As if your life depended on it.
I’ve written in previous posts about how I use mindfulness to identify and acknowledge how I feel, enabling me to show myself kindness and attend to my needs during the most challenging times (‘Self-soothe‘ and ‘What do I need? A Technique for Self-Care‘). I’ve recently realised the importance not just of my practice during the harder times, but during the gentler times too. It’s during those better times that reserves of resilience are built. Practising mindfulness has been compared to weaving a parachute. As Mark Williams and Danny Penman wrote in ‘Mindfulness: Finding Peace in a Frantic World’, “there’s no point in doing this when we’re falling headlong towards destruction. We have to weave our parachute every day so that it’s always there to hold us in an emergency.” So how do we weave our parachute and keep those reserves of resilience topped up?

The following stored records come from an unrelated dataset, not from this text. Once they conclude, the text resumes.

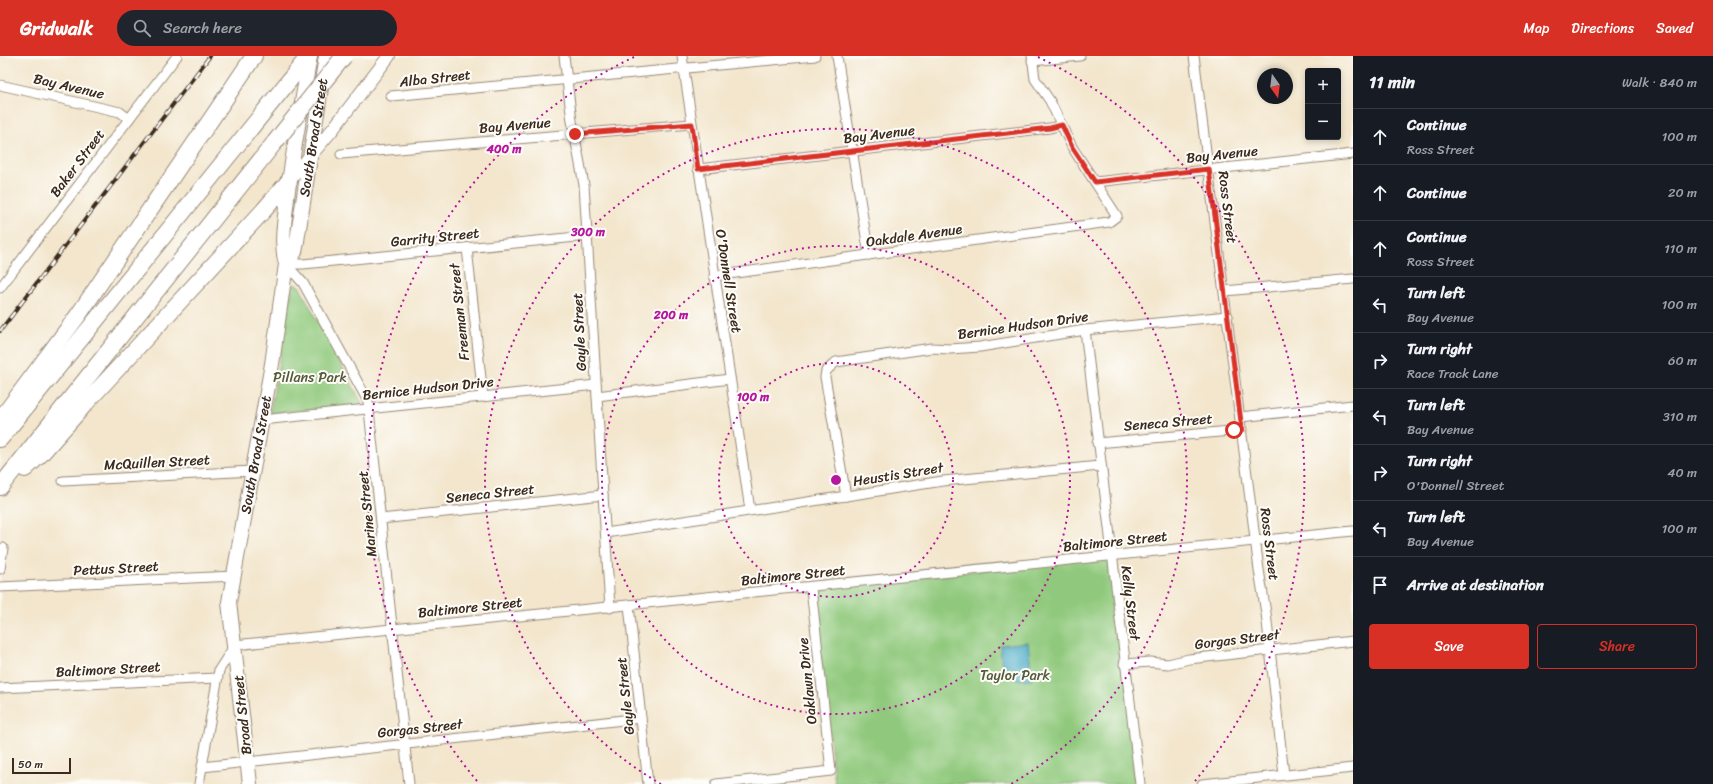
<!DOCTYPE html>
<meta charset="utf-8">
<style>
body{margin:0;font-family:Sriracha,sans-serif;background:#20242c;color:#f1f3f6}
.controls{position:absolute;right:12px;top:12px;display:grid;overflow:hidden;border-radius:4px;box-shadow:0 2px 6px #0003}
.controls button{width:36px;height:36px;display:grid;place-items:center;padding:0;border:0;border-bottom:1px solid #363941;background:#171b24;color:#f1f3f6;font:20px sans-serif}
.compass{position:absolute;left:1257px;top:12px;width:36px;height:36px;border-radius:50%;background:#171b24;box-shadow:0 2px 6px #0003;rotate:166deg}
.scale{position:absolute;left:12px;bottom:10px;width:59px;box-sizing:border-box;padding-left:4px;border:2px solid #3b2a1e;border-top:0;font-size:11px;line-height:14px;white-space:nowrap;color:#3b2a1e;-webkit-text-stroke:3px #fdfcf7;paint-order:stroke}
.stop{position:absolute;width:12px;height:12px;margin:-9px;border:3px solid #d93025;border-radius:50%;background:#fff}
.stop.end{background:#d93025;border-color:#fff;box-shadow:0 1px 4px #0008}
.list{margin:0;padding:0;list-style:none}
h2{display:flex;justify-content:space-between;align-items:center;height:52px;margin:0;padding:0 16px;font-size:17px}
h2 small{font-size:13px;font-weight:400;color:#9ea1a6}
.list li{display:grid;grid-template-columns:26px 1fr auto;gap:12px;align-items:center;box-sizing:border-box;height:56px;padding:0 16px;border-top:1px solid #363941}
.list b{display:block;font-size:15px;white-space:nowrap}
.list p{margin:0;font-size:13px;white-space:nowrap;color:#9ea1a6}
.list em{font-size:13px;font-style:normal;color:#9ea1a6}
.actions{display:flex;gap:8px;padding:12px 16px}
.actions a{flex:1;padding:9px 0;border:1px solid #d93025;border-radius:4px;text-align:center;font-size:14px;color:#d93025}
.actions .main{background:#d93025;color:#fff}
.icon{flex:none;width:22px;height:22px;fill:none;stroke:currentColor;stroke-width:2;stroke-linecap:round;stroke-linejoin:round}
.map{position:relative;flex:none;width:1353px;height:728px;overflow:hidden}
header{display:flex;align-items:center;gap:24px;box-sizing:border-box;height:56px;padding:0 20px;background:#d93025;color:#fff}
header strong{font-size:19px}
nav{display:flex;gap:22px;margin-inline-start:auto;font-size:14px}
.search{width:280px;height:36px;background:#20242c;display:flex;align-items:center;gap:10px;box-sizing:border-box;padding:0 14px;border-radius:22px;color:#9ea1a6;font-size:15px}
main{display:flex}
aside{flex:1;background:#171b24}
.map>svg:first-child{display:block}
.green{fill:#90c97d;stroke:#667a4e}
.water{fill:#48abc7;stroke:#426a72}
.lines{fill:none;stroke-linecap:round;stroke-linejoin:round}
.minor-casing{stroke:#978876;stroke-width:11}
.secondary-casing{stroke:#978876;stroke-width:14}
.primary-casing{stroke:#978876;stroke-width:16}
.motorway-casing{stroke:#978876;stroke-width:18}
.minor{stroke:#fff;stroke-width:9}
.secondary{stroke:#fff;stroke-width:12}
.primary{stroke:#fff;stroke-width:14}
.motorway{stroke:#fff;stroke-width:16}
.rail-casing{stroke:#3b2a1e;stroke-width:4}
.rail{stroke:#fdfcf7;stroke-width:2.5;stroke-dasharray:8;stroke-linecap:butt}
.motorway-bridge-casing{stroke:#978876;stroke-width:18;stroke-linecap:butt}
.motorway-bridge{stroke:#fff;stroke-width:16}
.route{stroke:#d93025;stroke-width:5}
.ring{fill:none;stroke:#b5179e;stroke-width:2;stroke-dasharray:2 4}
.labels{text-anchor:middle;stroke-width:4;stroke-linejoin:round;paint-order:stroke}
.street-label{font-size:14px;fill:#3b2a1e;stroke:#fdfcf7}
.park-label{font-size:14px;fill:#545a3a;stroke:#fdfcf7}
.centre{fill:#b5179e;stroke:#fdfcf7;stroke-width:2}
.ring-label{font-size:12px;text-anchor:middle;font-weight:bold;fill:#b5179e;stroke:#fdfcf7;stroke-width:4;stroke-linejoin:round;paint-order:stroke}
</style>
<header>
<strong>Gridwalk</strong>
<div class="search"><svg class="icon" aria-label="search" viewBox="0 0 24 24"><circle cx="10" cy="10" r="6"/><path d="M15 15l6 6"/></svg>Search here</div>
<nav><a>Map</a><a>Directions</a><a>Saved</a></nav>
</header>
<main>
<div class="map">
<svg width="1353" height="728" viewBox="0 0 1353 728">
<rect width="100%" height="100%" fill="#fdfcf7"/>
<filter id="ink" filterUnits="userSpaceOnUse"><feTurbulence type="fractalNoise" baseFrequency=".025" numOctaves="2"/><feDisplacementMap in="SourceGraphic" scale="8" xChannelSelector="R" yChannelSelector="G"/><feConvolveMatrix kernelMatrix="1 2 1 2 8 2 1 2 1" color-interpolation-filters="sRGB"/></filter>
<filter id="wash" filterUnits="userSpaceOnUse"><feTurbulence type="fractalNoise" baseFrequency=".012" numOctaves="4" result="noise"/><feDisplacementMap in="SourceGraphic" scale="16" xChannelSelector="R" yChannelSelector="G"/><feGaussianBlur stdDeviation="0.9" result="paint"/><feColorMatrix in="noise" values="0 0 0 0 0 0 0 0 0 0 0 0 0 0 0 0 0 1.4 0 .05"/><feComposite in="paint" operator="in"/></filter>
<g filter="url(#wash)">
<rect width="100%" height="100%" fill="#f3e6cd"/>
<g class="green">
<path d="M295 228 299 230 362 347 361 349 270 357 292 231Z"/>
<path d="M1111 499 1140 728H835L813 534Z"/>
</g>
<path class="water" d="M1028 586 1032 623 1016 624 1014 611 1002 612 1000 589Z"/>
</g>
<g filter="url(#ink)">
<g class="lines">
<defs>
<g id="minor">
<path d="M564 0 572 65 584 129 610 552"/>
<path d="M682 0 750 454"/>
<path d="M837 0 869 199"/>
<path d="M1194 0 1259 514 1266 557 1284 719"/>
<path d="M1032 5 1080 0"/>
<path d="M0 29 120 56 129 63"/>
<path d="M391 40 815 0"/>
<path d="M341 98 691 68"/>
<path d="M698 113 1050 72 1062 69"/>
<path d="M1095 126 1353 98"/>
<path d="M467 192 483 341"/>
<path d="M286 208 303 227 368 345 409 728"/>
<path d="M286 208H303L587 180"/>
<path d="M714 220 1109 166 1117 160 1072 91 1050 45 1035 23 1032 0"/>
<path d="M0 232 177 0"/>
<path d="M1225 235 1353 223"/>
<path d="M1085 274 1140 728"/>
<path d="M597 340 730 323"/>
<path d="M1240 361 1353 349"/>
<path d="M262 364 596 329"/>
<path d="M1097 387 1242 374"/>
<path d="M63 425 253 415"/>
<path d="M846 440 825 321 826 315 836 306 932 292 950 293 980 291 1085 274 1228 260"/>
<path d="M381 463 603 439"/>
<path d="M606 477 943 425 1100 410"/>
<path d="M0 513 3 492"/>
<path d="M0 531 234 520"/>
<path d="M629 549 648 728"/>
<path d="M1124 608 1150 606 1168 608 1189 603 1353 585"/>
<path d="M0 632 217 622"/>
<path d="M202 711 641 662"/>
<path d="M199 728 219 614 235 589 1353 475"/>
<path d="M716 728 831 715 811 532"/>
<path d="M1202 728 1353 712"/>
</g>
<path id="secondary" d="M289 125 333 73 389 0"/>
<g id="primary">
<path id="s1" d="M286 208 295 196 296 191 326 0"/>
<path id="s2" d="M250 728 229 546 272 308 286 208C280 186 285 164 287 142 293 94 302 47 310 0"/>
</g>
<g id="motorway">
<path d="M0 364 79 258 254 0"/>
<path d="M0 383 309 0"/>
<path d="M25 413 40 399 85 348 264 154 289 125"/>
<path d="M0 431 275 86"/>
</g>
</defs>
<use href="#minor" class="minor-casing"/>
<use href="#secondary" class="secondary-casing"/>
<use href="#primary" class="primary-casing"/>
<use href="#motorway" class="motorway-casing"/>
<use href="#minor" class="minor"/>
<use href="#secondary" class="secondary"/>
<use href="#primary" class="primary"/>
<use href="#motorway" class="motorway"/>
<defs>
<path id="rail" d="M0 275 210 0"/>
</defs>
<use href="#rail" class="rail-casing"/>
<use href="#rail" class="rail"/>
<defs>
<path id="motorway-bridge" d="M275 86 344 0"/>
</defs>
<use href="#motorway-bridge" class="motorway-bridge-casing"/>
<use href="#motorway-bridge" class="motorway-bridge"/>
</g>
</g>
<g class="lines" filter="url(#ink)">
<path class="route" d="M575 78 692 68 698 113 1050 72 1062 69 1072 91 1095 126 1209 113 1242 374H1234"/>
</g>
<g class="ring">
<circle cx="836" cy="424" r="117"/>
<circle cx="836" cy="424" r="234"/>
<path d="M661 728A351 351 0 1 1 1011 728"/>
<path d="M477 725A469 469 0 0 1 634 1M1038 1A469 469 0 0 1 1195 725"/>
</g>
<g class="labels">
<g class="street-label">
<text transform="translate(435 22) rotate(-6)" y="5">Alba Street</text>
<text transform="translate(69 30) rotate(13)" y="5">Bay Avenue</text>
<text transform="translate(515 69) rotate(-5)" y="5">Bay Avenue</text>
<text transform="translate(879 78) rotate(-7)" y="5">Bay Avenue</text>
<text dy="5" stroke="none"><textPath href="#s1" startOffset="131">South Broad Street</textPath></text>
<text transform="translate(1222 98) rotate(-6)" y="5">Bay Avenue</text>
<text transform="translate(77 107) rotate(-53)" y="5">Baker Street</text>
<text transform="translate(1228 151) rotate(83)" y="5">Ross Street</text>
<text transform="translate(914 179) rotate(-8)" y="5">Oakdale Avenue</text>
<text transform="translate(435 181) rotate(-6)" y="5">Garrity Street</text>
<text transform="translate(729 225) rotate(81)" y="5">O'Donnell Street</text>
<text transform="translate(459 256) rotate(-96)" y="5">Freeman Street</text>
<text transform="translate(1023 269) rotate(-8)" y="5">Bernice Hudson Drive</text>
<text transform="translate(579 276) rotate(-93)" y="5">Gayle Street</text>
<text transform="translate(428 332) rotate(-6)" y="5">Bernice Hudson Drive</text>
<text transform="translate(1168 366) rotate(-5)" y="5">Seneca Street</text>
<text dy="5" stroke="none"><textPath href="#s2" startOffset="333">South Broad Street</textPath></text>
<text transform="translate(157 406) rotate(-3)" y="5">McQuillen Street</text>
<text transform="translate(898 418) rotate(-9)" y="5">Heustis Street</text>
<text transform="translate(490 437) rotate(-6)" y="5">Seneca Street</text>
<text transform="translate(367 458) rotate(-96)" y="5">Marine Street</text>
<text transform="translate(1115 485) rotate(-6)" y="5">Baltimore Street</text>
<text transform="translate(1270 488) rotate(83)" y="5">Ross Street</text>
<text transform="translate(116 512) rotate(-3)" y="5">Pettus Street</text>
<text transform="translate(793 519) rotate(-6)" y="5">Baltimore Street</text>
<text transform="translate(1131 547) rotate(83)" y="5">Kelly Street</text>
<text transform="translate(470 551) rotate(-6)" y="5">Baltimore Street</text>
<text transform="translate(1237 583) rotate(-7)" y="5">Gorgas Street</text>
<text transform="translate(108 613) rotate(-3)" y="5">Baltimore Street</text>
<text transform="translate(807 625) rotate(-96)" y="5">Oaklawn Drive</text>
<text transform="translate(625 640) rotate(-96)" y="5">Gayle Street</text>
<text transform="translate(242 659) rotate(-96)" y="5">Broad Street</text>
<text transform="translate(420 672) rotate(-6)" y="5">Gorgas Street</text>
</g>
<g class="park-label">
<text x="310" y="326">Pillans Park</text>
<text x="1015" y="624">Taylor Park</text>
</g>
</g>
<circle cx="836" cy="424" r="6" class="centre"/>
<g class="ring-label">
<text x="504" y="97">400 m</text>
<text x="588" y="180">300 m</text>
<text x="671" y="263">200 m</text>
<text x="753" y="345">100 m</text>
</g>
</svg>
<div class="controls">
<button>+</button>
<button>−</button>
</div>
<svg class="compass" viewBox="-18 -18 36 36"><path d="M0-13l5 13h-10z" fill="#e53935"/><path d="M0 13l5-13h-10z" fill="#9ea1a6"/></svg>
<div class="scale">50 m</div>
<div class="stop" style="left:1234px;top:374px"></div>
<div class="stop end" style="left:575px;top:78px"></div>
</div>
<aside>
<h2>11 min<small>Walk · 840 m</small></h2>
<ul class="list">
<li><svg class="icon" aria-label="ahead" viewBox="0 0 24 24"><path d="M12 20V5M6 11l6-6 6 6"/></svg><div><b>Continue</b><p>Ross Street</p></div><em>100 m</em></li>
<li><svg class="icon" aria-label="ahead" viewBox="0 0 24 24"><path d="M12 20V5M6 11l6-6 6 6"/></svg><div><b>Continue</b></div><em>20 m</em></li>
<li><svg class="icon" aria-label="ahead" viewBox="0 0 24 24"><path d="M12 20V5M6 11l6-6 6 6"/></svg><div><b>Continue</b><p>Ross Street</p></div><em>110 m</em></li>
<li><svg class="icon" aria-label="left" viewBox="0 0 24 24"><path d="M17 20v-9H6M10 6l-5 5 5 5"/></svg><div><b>Turn left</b><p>Bay Avenue</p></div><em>100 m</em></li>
<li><svg class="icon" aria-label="right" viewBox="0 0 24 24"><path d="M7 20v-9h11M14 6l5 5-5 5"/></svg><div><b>Turn right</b><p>Race Track Lane</p></div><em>60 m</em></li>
<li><svg class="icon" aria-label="left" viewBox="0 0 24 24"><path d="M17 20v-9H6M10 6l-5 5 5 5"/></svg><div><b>Turn left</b><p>Bay Avenue</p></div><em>310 m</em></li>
<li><svg class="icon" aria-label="right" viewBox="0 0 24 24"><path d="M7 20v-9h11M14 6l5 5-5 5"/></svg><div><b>Turn right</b><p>O'Donnell Street</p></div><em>40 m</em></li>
<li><svg class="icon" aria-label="left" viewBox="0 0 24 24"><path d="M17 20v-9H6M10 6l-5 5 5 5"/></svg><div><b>Turn left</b><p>Bay Avenue</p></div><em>100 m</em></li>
<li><svg class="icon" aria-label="arrive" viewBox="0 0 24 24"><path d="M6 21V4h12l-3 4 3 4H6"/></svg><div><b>Arrive at destination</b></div></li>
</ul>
<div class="actions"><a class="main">Save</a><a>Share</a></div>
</aside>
</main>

A daily formal meditation practice goes a long way to weaving the parachute. Not only does it decrease feelings of stress and suffering whilst increasing feelings of well-being and contentment, but it also increases flexibility and creativity, opening up choice. There are other threads, crucial to give the parachute strength and stability. Ensuring you always include activities that nourish and sustain you in your day, whilst learning to deal more skilfully with any necessary draining and depleting activities helps maintain equilibrium and well-being. Practising responding, rather than impulsively reacting, to more trivial challenges when you are feeling strong, makes it easier to access this more helpful mindset when the challenges are more significant and you feel vulnerable. Becoming aware that you only truly live in this moment, now, and recognising when you’ve wandered into the past or raced into the future, enables you to recognise unhelpful thought patterns and how they impact on your feelings and actions, before you get too caught up in them.
Weaving these threads isn’t just necessary to survive, but to thrive. Even when faced with difficulties, you can still experience happiness and the comfort in knowing that you will be okay. I’ve just returned from retreat where I’ve been reinforcing the threads that had run thin. How reassuring it is to know my parachute is always on my back.